### About this exercise
Leave no picture in, and give every entry again exactly.
(Input material begins)
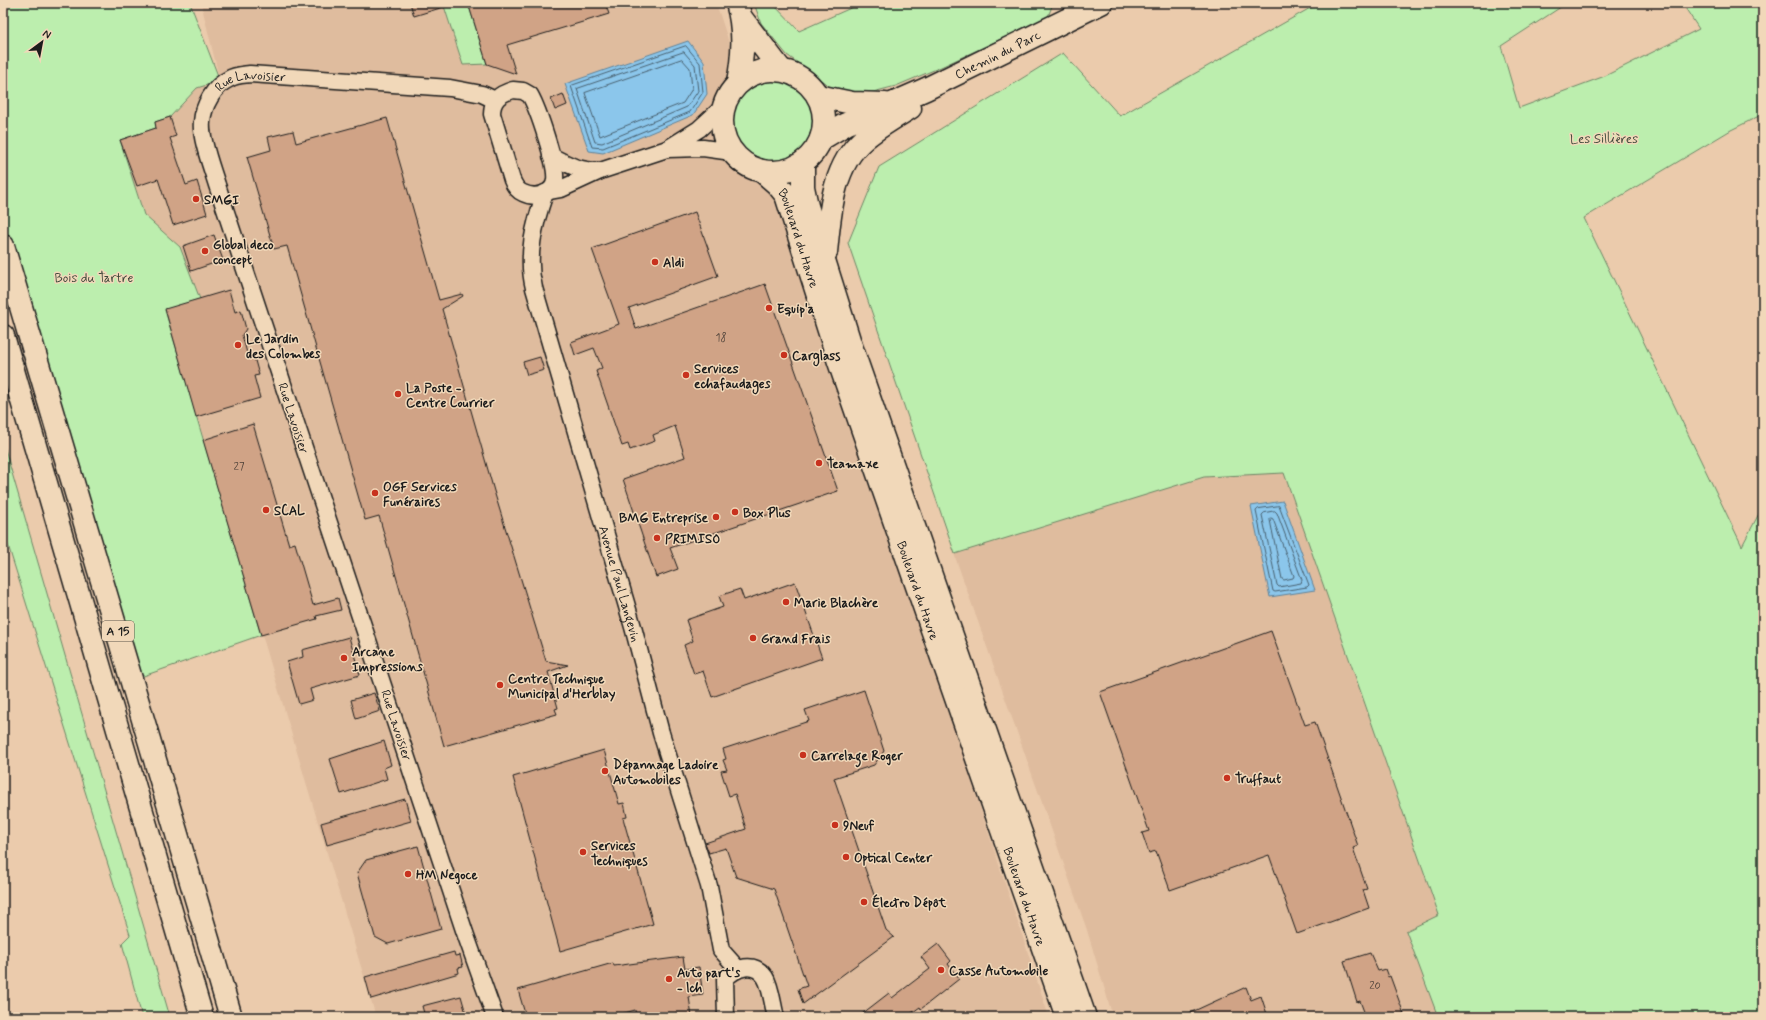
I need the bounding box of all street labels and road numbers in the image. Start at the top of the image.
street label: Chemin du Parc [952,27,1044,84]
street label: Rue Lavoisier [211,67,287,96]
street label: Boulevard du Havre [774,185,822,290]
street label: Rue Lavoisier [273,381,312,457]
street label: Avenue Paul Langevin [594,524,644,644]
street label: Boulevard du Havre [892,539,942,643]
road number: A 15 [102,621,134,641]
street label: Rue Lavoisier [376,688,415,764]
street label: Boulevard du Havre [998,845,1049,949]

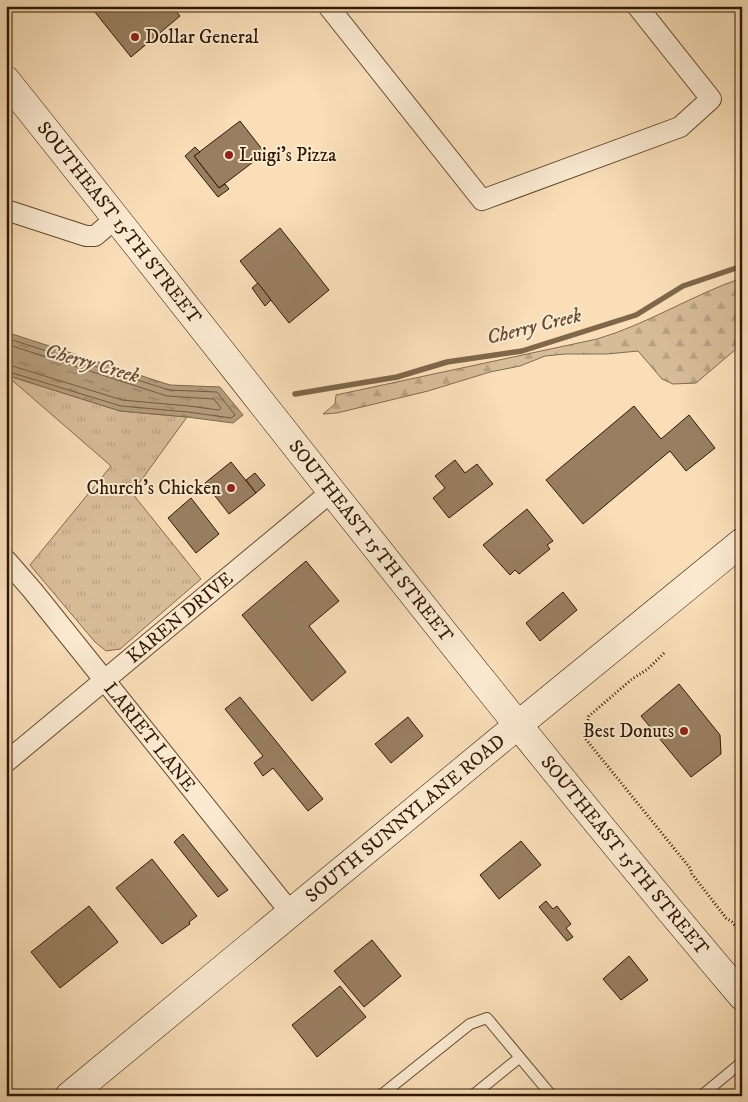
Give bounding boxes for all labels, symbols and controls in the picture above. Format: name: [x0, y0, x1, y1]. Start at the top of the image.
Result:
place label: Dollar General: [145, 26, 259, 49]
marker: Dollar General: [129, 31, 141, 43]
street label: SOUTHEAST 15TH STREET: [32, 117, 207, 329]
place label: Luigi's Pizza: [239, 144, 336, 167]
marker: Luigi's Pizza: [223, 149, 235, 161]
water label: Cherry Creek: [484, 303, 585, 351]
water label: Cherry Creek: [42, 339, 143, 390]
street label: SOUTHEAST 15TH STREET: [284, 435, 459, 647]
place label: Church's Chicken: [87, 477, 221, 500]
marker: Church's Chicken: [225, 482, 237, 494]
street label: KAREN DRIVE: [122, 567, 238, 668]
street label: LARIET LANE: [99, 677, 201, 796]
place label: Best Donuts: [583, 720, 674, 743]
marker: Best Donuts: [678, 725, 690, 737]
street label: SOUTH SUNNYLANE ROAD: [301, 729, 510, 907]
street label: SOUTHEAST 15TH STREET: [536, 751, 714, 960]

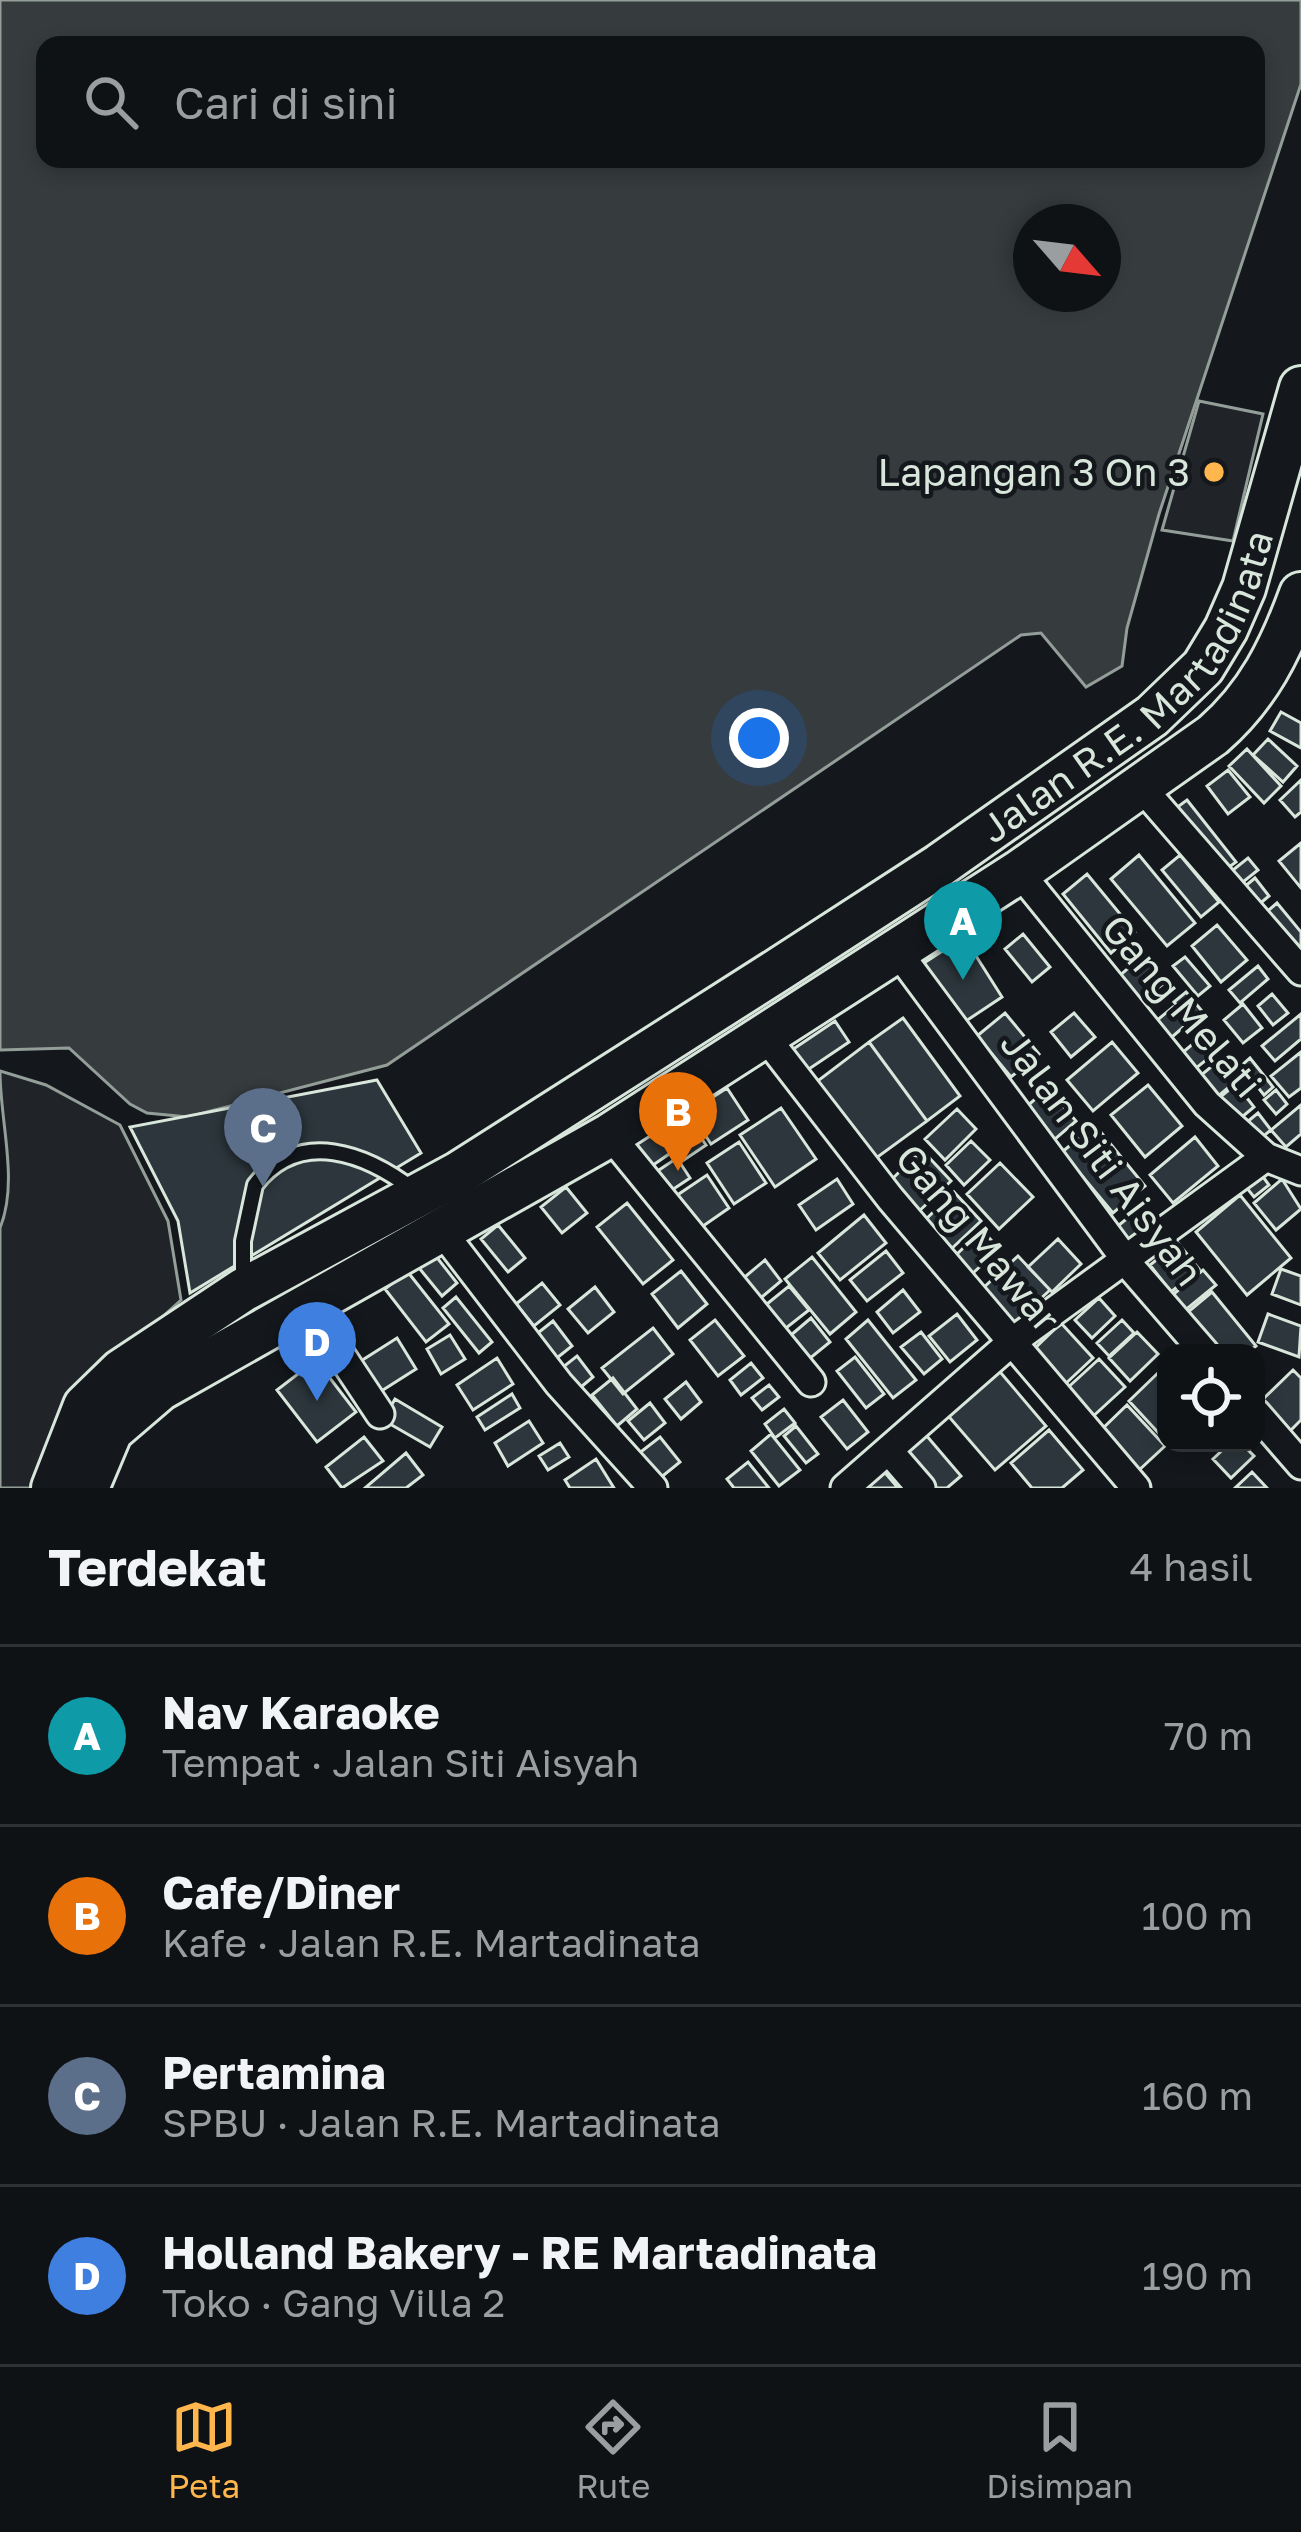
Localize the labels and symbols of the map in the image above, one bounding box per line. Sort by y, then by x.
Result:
(Input material ends)
### Written answer
I need the bounding box of all street labels and road numbers in the image. Start at the top of the image.
street label: Chemin du Parc [952,27,1044,84]
street label: Rue Lavoisier [211,67,287,96]
street label: Boulevard du Havre [774,185,822,290]
street label: Rue Lavoisier [273,381,312,457]
street label: Avenue Paul Langevin [594,524,644,644]
street label: Boulevard du Havre [892,539,942,643]
road number: A 15 [102,621,134,641]
street label: Rue Lavoisier [376,688,415,764]
street label: Boulevard du Havre [998,845,1049,949]

Give bounding boxes for all labels, symbols and controls in the picture above. Format: name: [x0, y0, x1, y1]. Start at the top of the image.
Result:
place label: Dollar General: [145, 26, 259, 49]
marker: Dollar General: [129, 31, 141, 43]
street label: SOUTHEAST 15TH STREET: [32, 117, 207, 329]
place label: Luigi's Pizza: [239, 144, 336, 167]
marker: Luigi's Pizza: [223, 149, 235, 161]
water label: Cherry Creek: [484, 303, 585, 351]
water label: Cherry Creek: [42, 339, 143, 390]
street label: SOUTHEAST 15TH STREET: [284, 435, 459, 647]
place label: Church's Chicken: [87, 477, 221, 500]
marker: Church's Chicken: [225, 482, 237, 494]
street label: KAREN DRIVE: [122, 567, 238, 668]
street label: LARIET LANE: [99, 677, 201, 796]
place label: Best Donuts: [583, 720, 674, 743]
marker: Best Donuts: [678, 725, 690, 737]
street label: SOUTH SUNNYLANE ROAD: [301, 729, 510, 907]
street label: SOUTHEAST 15TH STREET: [536, 751, 714, 960]

Localize the labels and symbols of the map in the image above, one bounding box per line. Sort by y, then by x.
Result:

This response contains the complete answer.